À Noël, les chrétiens célèbrent la naissance de Jésus. Une naissance particulière dans la paille entre le bœuf et l’âne, bien loin des accouchements que l’on connaît aujourd’hui. Comment ont-ils évolué avec les siècles, au gré des croyances, des rites et des progrès de la médecine ? Marie-France Morel, historienne, présidente de la Société d'histoire de la naissance, a répondu aux questions de Véronique Alzieu.
Il faut remonter à l’Antiquité pour retrouver les premiers témoignages d’accouchement gravés dans la roche ou sculptés. On y découvrait alors que les femmes accouchaient "assises sur un siège d’accouchement avec une compagne derrière elle, comme un fauteuil humain". Cette position physiologique fut longtemps utilisée. Le Corpus hippocratique, un recueil de livres de médecine attribué à Hippocrate, donne lui aussi quelques détails sur cet événement mystérieux qu’est la naissance. À l’époque, il se disait qu’un fœtus est plus vigoureux s’il naissait à sept mois plutôt qu’à huit... Une croyance qui "s’appuie sur la magie des chiffres", explique Marie-France Morel. Dans la Bible, le chiffre sept est en effet la perfection. "C’est tout un symbole", commente-t-elle.
Au fil des siècles, les sages-femmes et les matrones ont aidé les femmes enceintes à donner la vie. Pendant longtemps, les hommes restaient à l’écart et n'étaient appelés que pour des situations difficiles, nécessitant de la force. Il faut attendre le XVIIe siècle, pour que les accoucheurs, des chirurgiens spécialisés, apparaissent et "commencent à s’intéresser aux accouchements ordinaires", explique l’auteure de "Accueillir le nouveau-né, d'hier à aujourd'hui (éd. Érès, 2013). Mais, précise-t-elle, "au niveau de la pratique, ce sont les sages-femmes qui leur ont appris beaucoup de choses", et seuls les riches pouvaient se payer les services de ces accoucheurs.
Au XVIIIe siècle, une sage-femme va largement contribuer à professionnaliser son corps de métier : Madame de Coudray. De retour de ses études à Paris, la Clermontoise est effrayée par l’impéritie et l’ignorance des matrones. Elle propose alors au ministère des Finances de former des sages-femmes dans tout le royaume, d’instruire celles qui étaient pour la plupart illettrées. Et "met au point une méthode où elle leur fait répéter un manuel par cœur et les fait ensuite s’exercer sur des mannequins pour leur montrer comment se tirer de situations difficiles", raconte l’historienne. Après quoi, les sages-femmes furent reconnues comme une profession médicale à part entière sous le consulat en 1803. "C’est une légitimité extraordinaire", analyse-t-elle.
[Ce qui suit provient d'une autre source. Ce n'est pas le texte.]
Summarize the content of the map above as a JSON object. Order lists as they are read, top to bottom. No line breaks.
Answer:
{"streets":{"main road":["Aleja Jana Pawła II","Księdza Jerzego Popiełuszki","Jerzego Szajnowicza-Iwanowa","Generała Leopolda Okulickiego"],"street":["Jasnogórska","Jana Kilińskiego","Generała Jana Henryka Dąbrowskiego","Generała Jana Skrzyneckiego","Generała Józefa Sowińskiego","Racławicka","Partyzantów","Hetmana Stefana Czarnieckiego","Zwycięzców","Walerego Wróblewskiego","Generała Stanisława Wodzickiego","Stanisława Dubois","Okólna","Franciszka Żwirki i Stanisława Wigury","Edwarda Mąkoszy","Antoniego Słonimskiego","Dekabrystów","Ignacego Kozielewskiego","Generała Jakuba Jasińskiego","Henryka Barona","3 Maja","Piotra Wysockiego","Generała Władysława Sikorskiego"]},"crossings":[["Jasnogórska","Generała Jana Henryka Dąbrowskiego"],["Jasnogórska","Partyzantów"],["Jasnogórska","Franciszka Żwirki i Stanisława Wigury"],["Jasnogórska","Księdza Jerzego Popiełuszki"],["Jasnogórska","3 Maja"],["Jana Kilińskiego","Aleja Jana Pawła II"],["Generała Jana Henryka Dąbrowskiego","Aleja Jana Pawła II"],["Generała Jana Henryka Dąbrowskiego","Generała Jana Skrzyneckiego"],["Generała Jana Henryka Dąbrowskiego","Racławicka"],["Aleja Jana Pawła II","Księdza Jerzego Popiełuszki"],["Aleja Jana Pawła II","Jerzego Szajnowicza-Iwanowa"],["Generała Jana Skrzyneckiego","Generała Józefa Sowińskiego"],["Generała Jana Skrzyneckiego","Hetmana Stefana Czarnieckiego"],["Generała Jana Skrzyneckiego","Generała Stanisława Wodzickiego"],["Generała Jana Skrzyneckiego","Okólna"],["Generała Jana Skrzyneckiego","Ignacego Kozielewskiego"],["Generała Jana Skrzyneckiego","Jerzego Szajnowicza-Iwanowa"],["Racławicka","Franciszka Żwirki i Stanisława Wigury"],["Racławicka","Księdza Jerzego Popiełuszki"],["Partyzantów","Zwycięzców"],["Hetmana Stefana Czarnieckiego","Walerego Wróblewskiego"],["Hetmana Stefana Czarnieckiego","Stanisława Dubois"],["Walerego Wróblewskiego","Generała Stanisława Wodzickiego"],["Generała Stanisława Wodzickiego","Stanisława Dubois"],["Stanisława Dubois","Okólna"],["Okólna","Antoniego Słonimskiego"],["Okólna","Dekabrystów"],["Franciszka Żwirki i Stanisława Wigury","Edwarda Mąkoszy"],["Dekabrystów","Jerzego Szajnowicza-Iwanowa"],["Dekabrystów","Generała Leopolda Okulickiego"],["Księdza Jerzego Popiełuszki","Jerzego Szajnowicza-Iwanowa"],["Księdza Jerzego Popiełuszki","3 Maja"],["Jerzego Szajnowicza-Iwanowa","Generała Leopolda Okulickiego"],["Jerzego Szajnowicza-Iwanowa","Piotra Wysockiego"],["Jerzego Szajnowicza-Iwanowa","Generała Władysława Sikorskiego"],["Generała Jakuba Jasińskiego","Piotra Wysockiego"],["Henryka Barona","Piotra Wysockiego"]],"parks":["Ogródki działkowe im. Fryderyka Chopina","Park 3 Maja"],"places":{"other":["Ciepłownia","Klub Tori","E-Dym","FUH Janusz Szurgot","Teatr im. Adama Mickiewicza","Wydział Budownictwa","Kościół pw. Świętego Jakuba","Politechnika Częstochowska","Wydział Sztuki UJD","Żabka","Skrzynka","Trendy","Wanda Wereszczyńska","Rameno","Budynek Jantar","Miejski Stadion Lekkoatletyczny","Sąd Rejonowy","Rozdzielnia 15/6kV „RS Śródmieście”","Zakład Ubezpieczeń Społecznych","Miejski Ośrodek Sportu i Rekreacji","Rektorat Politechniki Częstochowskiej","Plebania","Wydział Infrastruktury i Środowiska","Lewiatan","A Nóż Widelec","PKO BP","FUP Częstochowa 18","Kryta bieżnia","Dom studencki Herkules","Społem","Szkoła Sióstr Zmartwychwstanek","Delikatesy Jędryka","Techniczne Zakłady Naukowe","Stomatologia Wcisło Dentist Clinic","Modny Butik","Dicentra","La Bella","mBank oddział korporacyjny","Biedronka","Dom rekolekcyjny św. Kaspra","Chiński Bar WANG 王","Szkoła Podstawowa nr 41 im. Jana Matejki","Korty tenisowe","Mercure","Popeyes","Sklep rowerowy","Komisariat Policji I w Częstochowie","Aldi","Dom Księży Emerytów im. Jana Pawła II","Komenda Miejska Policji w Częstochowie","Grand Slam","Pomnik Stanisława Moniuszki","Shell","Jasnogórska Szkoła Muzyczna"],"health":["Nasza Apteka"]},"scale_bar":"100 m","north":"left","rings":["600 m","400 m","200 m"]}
Dès lors, les sages-femmes devront être formées et elles seront rattachées à des hospices (où les femmes pauvres ou dans l’illégalité viennent accoucher) et s’entraînent à donner la vie.
Grâce à cette formation des professionnels, le taux de mortalité des mères et des enfants baisse mais "il ne disparait pas complètement, et pendant les années 20 et 30, l’accouchement à l’hôpital qui se répand de plus en plus dans les grandes villes, reste malgré tout plus risqué, en raison des contaminations", explique Marie-France Morel. La découverte des antibiotiques et la création de la Sécurité sociale en 1945 et donc le remboursement des accouchements renverseront ces préjugés sur l’hôpital et rendront l’accouchement à la maison démodé.
Depuis, les techniques d’accouchement n’ont eu de cesse de s’améliorer et de changer le rapport des femmes à l'accouchement, notamment avec l’accès à la péridurale en 1940 ou encore avec l’accouchement sans douleur. Une méthode inventée par Fernand Lamaze où la respiration et la présence du papa en salle d’accouchement jouent un rôle important pour apaiser les douleurs de la mère sans recourir à des agents médicamenteux.
À partir de 1970, la possibilité de connaître le sexe de l'enfant avant la naissance a elle aussi balayé des siècles de mythes, qui consistaient à chercher des signes partout notamment dans la forme du ventre ou dans la façon qu’avait une femme enceinte de monter des escaliers. Autant de mythes qui persistent encore parfois dans l’imaginaire collectif.